Pero, ¿qué conlleva la rotura de un vaso cerebral? la rotura provoca hemorragias epidurales ( cuando la sangre se acumula por encima de la membrana resistente y fibrosa que rodea el cerebro, llamada duramadre) o hemorragias subdurales (cuando el cúmulo de sangre se produce en la zona existente entre las dos membranas que cubren el cerebro: la aracnoides y la duramadre). Dichas hemorragias conllevan un efecto “masa” secundario , generando déficits neurológicos por compresión de áreas del encéfalo .

Otros fenómenos que se producen por la afectacion del vaso sanguíneo son procesos que generan estenosis (estrechez o estrechamiento de un orificio o conducto) por fenómenos compresivos sobre la pared vascular: abscesosquistestumores y otros.
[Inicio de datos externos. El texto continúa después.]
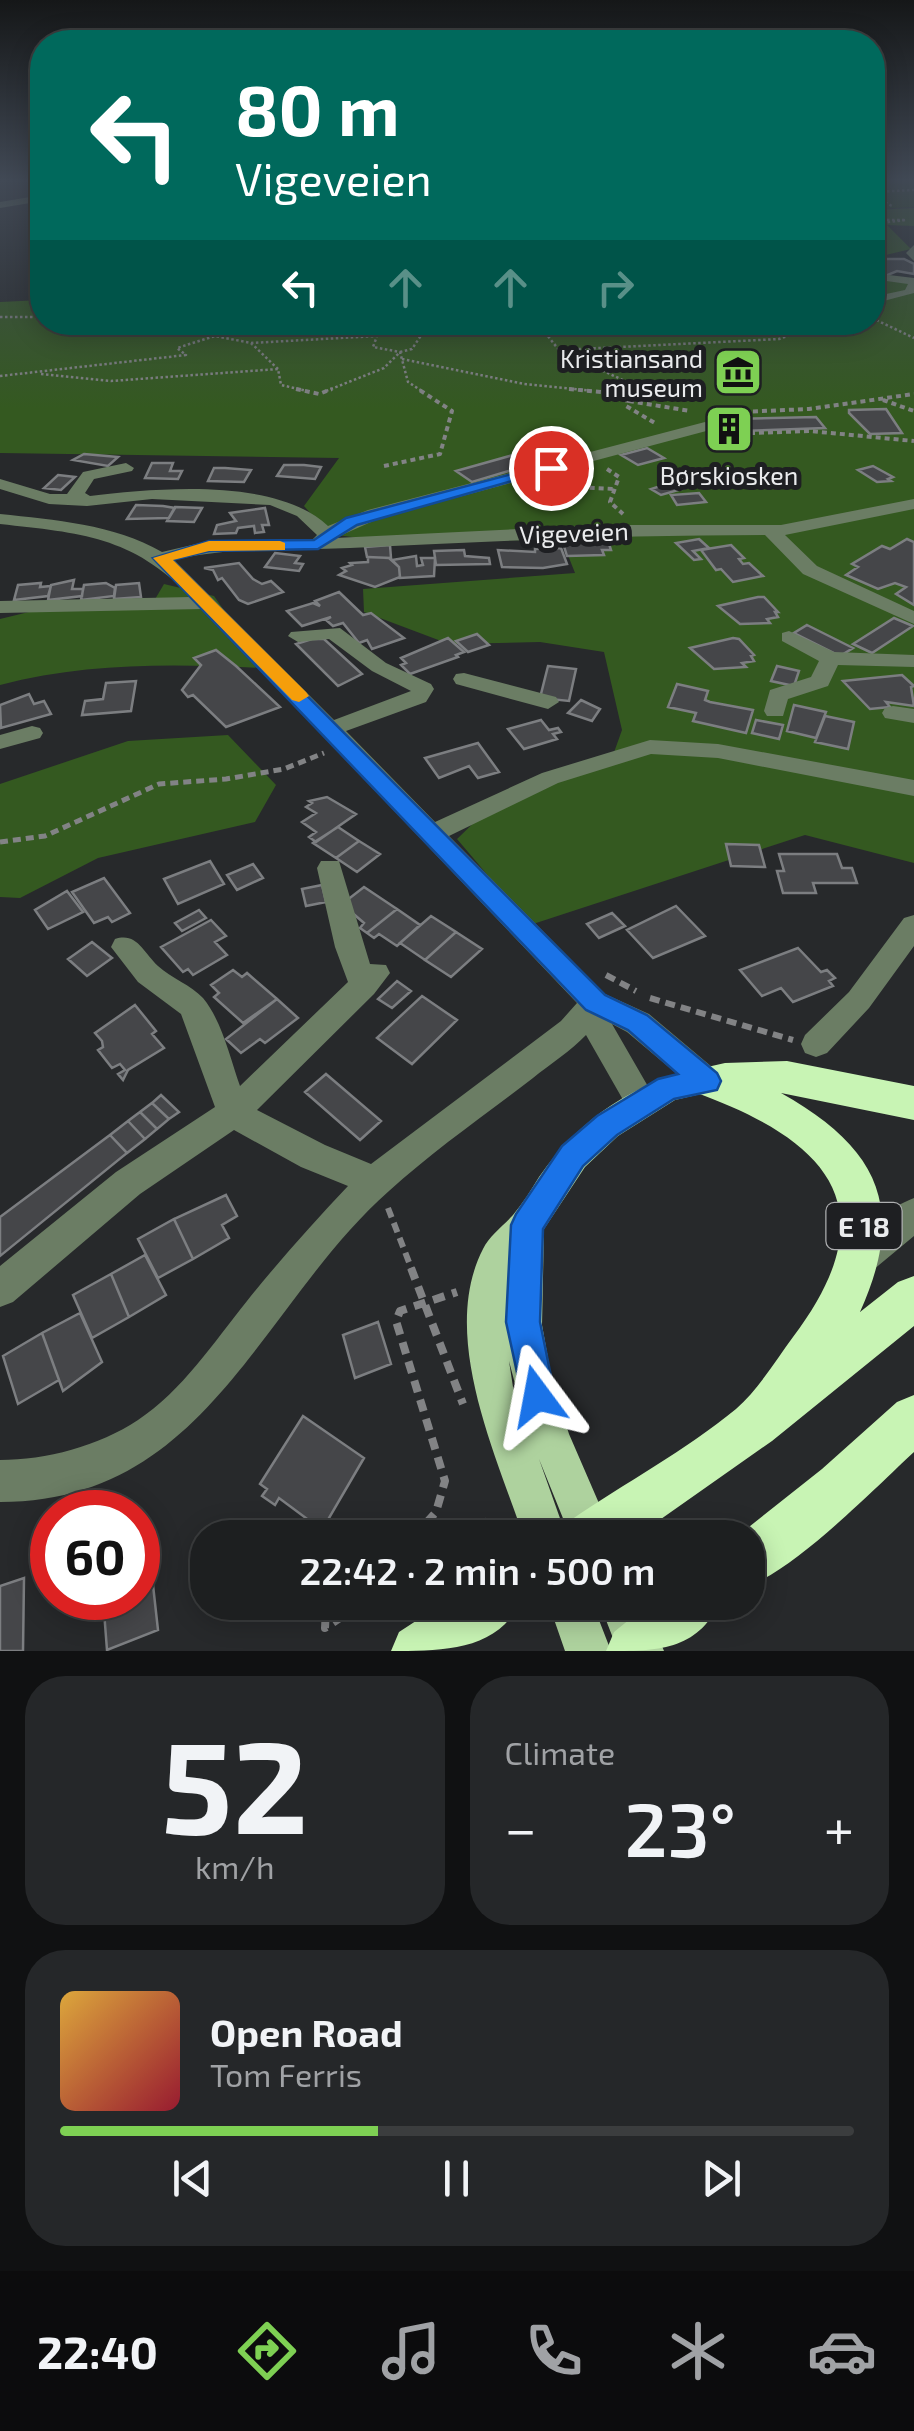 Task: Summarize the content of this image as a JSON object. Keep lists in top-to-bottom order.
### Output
{
  "streets": {
    "highway": ["E 18"],
    "street": ["Vigeveien"]
  },
  "places": {
    "museum": ["Kristiansand museum"],
    "building": ["Børskiosken"]
  },
  "page": {
    "turn": ["80 m", "Vigeveien"],
    "limit": "60",
    "trip": "22:42 · 2 min · 500 m",
    "tile": [
      ["52", "km/h"],
      "Climate"
    ],
    "heat": ["−", "23°", "+"],
    "song": ["Open Road", "Tom Ferris"],
    "tabs": "22:40"
  }
}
¿Qué se siente al sufrir un ictus?

Los síntomas del ictus generalmente se producen de forma brusca e inesperada y, aunque su tipología depende del área del cerebro que se vea afectada, los principales, según la Sociedad Española de Neurología (SEN), son cinco:

  • Alteración brusca en el lenguaje, con dificultades para hablar o entender.
  • Pérdida brusca de fuerza o sensibilidad en una parte del cuerpo. Generalmente
    afecta a una mitad del cuerpo y se manifiesta sobre todo en la cara y/o en las
    extremidades.
  • Alteración brusca de la visión, como pérdida de visión por un ojo, visión doble o
    incapacidad para apreciar objetos en algún lado de nuestro campo visual.
  • Pérdida brusca de coordinación o equilibrio.
  • Dolor de cabeza muy intenso y diferente a otros dolores de cabeza habituales.

¿Cómo minimizar el riesgo de sufrir un ictus?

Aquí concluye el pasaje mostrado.